Problem: The lines to transcribe run from the top of the material below to the line with "position:absolute; right:24px; top:24px;", inclusive. Leave the pictures behind.

Records shown:
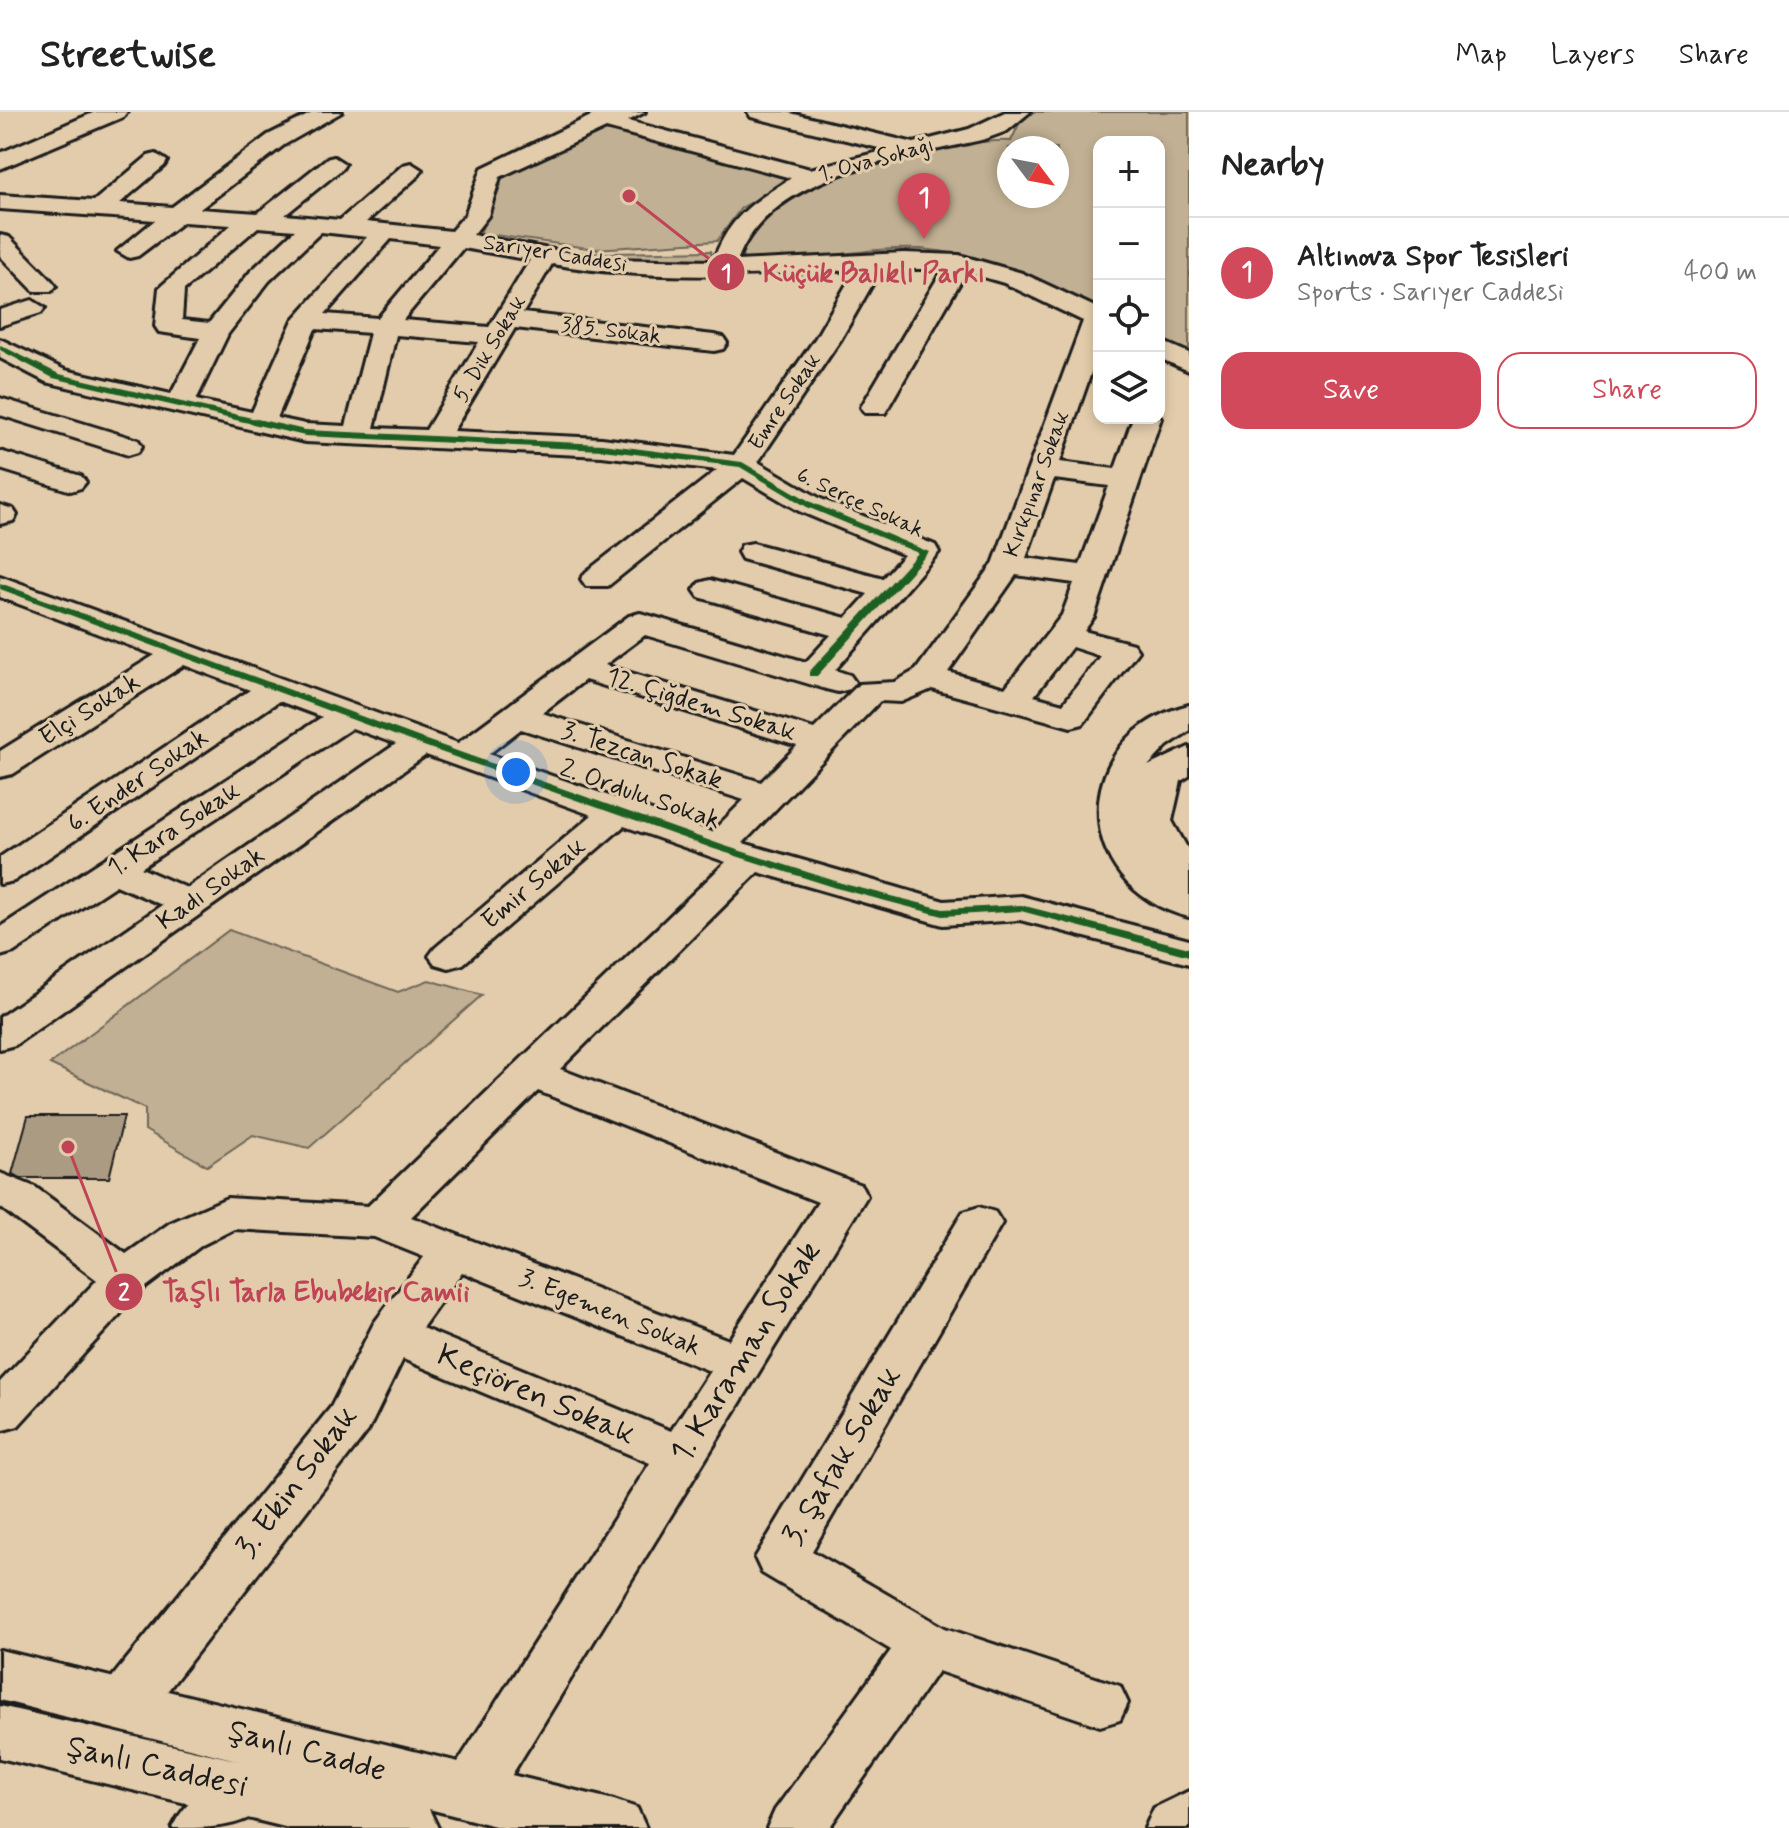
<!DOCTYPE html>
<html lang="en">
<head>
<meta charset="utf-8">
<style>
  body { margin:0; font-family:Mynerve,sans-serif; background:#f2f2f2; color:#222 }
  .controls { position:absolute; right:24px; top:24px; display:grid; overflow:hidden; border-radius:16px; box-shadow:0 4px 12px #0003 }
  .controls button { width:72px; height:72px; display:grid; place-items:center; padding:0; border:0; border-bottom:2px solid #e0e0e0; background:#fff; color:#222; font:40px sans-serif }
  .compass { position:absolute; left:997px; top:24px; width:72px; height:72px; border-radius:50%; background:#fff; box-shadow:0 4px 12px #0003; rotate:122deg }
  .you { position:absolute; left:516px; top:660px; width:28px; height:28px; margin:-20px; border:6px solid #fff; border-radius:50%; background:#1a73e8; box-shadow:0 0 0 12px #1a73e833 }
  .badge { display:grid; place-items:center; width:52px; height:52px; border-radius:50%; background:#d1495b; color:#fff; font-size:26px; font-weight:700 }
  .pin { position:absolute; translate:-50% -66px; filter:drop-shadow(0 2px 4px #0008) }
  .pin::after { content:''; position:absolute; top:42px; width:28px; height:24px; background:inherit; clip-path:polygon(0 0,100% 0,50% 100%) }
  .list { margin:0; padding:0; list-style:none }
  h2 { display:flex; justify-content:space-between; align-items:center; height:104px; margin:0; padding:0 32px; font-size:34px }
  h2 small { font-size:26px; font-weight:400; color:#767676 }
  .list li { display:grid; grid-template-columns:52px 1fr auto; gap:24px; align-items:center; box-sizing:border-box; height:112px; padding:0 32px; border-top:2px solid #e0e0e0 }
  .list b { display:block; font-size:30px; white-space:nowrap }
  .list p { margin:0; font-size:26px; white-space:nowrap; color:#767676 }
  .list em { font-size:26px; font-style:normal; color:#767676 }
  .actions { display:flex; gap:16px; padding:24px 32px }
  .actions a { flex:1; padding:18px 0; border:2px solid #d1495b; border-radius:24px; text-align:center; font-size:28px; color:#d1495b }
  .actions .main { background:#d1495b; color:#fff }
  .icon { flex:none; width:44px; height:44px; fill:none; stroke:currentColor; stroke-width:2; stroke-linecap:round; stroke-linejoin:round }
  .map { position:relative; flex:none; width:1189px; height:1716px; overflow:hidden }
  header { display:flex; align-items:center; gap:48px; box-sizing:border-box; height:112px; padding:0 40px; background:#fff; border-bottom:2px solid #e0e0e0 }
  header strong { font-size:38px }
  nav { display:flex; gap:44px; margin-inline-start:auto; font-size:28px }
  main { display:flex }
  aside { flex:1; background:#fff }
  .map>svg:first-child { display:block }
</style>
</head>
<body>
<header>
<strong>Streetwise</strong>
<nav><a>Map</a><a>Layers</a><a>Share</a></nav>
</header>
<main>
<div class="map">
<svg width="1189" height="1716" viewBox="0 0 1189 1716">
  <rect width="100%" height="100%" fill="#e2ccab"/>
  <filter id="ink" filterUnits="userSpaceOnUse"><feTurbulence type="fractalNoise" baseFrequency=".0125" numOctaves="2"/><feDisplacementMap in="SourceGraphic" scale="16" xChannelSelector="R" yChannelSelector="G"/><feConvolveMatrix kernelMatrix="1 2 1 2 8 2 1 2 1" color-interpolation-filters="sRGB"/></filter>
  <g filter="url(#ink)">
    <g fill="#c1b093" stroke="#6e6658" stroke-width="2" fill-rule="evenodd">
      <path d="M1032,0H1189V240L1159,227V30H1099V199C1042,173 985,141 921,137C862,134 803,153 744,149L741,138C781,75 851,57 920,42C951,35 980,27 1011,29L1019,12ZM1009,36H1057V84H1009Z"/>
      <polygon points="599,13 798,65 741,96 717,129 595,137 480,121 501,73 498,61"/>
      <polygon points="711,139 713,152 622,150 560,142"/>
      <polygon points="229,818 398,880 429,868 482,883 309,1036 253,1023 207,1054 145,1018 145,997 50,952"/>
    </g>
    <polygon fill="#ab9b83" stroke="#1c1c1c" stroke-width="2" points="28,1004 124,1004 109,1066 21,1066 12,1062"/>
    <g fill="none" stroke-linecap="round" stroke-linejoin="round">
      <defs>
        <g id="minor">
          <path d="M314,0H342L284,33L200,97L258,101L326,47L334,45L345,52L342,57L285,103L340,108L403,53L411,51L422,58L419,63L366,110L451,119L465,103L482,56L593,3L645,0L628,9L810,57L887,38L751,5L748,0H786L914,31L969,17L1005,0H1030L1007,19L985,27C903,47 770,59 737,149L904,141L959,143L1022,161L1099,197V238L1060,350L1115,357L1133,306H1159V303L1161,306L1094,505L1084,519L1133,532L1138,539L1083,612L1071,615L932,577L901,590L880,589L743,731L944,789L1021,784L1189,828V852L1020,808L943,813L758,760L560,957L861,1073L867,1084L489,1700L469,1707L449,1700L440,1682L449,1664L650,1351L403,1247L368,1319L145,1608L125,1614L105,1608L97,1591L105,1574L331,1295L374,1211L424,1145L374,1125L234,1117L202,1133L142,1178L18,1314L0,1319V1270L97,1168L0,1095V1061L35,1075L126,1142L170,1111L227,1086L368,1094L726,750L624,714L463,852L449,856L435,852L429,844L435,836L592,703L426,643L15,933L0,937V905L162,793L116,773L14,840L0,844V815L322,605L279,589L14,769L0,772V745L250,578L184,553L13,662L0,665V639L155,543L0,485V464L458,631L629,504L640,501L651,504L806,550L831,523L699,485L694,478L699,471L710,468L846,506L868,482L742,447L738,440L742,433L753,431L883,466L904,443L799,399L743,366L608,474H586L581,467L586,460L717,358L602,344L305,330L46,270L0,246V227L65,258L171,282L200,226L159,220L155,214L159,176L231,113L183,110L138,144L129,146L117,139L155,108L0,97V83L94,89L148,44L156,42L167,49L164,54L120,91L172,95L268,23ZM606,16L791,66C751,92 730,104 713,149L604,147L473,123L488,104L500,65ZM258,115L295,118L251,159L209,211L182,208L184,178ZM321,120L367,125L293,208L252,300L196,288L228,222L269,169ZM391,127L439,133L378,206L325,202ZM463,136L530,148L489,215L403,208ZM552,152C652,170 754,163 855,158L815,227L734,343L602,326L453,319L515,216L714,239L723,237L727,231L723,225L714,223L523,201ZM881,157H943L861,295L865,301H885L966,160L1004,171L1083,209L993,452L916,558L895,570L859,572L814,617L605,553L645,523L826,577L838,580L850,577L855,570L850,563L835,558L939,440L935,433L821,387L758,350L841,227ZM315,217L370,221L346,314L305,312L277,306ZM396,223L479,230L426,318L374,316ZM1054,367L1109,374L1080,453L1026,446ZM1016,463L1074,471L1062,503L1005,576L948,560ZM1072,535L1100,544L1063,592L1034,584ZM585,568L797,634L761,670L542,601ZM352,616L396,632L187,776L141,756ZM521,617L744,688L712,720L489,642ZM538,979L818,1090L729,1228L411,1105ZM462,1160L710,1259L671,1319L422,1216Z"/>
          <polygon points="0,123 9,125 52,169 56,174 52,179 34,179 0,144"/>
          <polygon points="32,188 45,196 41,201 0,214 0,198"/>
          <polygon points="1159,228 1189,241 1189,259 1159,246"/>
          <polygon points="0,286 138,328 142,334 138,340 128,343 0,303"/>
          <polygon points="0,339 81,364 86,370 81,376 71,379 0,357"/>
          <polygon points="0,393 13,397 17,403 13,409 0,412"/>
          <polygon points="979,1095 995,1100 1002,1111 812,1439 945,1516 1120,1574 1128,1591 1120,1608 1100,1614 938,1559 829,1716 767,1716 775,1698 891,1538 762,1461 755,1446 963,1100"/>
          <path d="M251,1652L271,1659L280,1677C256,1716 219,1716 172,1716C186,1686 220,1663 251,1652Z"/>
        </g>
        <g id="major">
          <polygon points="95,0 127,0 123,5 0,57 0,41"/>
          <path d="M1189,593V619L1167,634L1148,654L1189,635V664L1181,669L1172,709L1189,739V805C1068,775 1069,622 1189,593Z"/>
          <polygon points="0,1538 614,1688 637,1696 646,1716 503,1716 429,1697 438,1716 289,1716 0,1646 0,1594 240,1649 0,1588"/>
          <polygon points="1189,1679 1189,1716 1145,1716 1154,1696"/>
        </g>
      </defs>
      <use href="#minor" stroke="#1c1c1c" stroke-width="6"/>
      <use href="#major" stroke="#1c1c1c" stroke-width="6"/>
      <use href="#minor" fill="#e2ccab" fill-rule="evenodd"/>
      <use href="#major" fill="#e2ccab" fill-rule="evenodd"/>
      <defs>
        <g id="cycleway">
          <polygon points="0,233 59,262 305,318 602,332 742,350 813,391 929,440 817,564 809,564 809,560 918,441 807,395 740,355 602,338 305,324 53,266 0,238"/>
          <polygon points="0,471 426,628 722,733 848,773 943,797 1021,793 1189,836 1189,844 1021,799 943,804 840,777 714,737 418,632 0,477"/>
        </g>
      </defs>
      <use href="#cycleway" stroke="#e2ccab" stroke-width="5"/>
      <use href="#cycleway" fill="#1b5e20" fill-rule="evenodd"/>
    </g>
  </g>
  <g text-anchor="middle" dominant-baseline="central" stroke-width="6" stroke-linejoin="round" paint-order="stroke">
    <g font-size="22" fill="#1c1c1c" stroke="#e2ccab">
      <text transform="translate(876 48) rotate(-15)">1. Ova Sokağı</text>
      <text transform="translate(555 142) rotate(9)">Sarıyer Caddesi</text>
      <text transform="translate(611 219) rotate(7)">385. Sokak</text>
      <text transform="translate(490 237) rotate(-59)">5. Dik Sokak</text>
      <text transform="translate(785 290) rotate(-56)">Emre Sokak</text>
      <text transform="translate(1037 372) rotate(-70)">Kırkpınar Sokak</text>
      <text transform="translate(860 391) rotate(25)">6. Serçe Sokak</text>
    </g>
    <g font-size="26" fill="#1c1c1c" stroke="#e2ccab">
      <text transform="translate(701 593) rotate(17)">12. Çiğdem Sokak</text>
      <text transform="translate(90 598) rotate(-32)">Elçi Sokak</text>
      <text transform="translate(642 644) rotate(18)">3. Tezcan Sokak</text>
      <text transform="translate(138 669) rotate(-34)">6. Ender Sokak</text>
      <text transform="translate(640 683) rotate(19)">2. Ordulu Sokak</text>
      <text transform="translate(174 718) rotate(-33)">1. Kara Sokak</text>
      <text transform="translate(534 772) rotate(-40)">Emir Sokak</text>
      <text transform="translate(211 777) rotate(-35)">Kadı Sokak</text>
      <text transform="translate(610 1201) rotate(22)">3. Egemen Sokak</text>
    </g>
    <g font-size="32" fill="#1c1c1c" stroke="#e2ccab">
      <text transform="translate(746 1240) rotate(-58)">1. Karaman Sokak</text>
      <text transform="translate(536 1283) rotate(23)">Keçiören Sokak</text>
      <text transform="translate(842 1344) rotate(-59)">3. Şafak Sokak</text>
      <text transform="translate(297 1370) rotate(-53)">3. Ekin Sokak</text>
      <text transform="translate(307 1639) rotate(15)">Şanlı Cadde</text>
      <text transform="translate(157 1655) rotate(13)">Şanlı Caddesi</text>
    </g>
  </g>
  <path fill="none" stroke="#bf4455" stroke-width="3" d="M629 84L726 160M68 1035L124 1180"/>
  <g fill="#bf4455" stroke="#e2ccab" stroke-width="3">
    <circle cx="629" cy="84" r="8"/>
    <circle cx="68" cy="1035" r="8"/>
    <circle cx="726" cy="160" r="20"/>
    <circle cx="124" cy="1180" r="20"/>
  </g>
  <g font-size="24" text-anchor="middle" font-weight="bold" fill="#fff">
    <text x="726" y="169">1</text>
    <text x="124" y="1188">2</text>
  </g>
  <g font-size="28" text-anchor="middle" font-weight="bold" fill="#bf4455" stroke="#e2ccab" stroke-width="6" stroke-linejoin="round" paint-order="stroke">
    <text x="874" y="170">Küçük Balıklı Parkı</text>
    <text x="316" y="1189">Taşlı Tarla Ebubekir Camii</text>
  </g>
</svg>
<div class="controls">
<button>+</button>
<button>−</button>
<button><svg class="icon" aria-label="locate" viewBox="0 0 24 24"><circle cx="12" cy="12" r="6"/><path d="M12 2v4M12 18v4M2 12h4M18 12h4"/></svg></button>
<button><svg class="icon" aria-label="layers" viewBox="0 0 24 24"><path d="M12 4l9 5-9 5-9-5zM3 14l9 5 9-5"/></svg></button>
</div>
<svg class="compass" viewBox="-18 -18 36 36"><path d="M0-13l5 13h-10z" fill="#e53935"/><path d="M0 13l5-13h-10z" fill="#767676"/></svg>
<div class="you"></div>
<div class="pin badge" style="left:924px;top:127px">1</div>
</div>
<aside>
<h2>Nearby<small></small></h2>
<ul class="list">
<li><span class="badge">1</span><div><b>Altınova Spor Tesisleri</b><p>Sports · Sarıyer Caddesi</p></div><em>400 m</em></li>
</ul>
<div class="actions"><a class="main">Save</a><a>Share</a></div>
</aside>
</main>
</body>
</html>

Answer to the problem:
<!DOCTYPE html>
<html lang="en">
<head>
<meta charset="utf-8">
<style>
  body { margin:0; font-family:Mynerve,sans-serif; background:#f2f2f2; color:#222 }
  .controls { position:absolute; right:24px; top:24px; display:grid; overflow:hidden; border-radius:16px; box-shadow:0 4px 12px #0003 }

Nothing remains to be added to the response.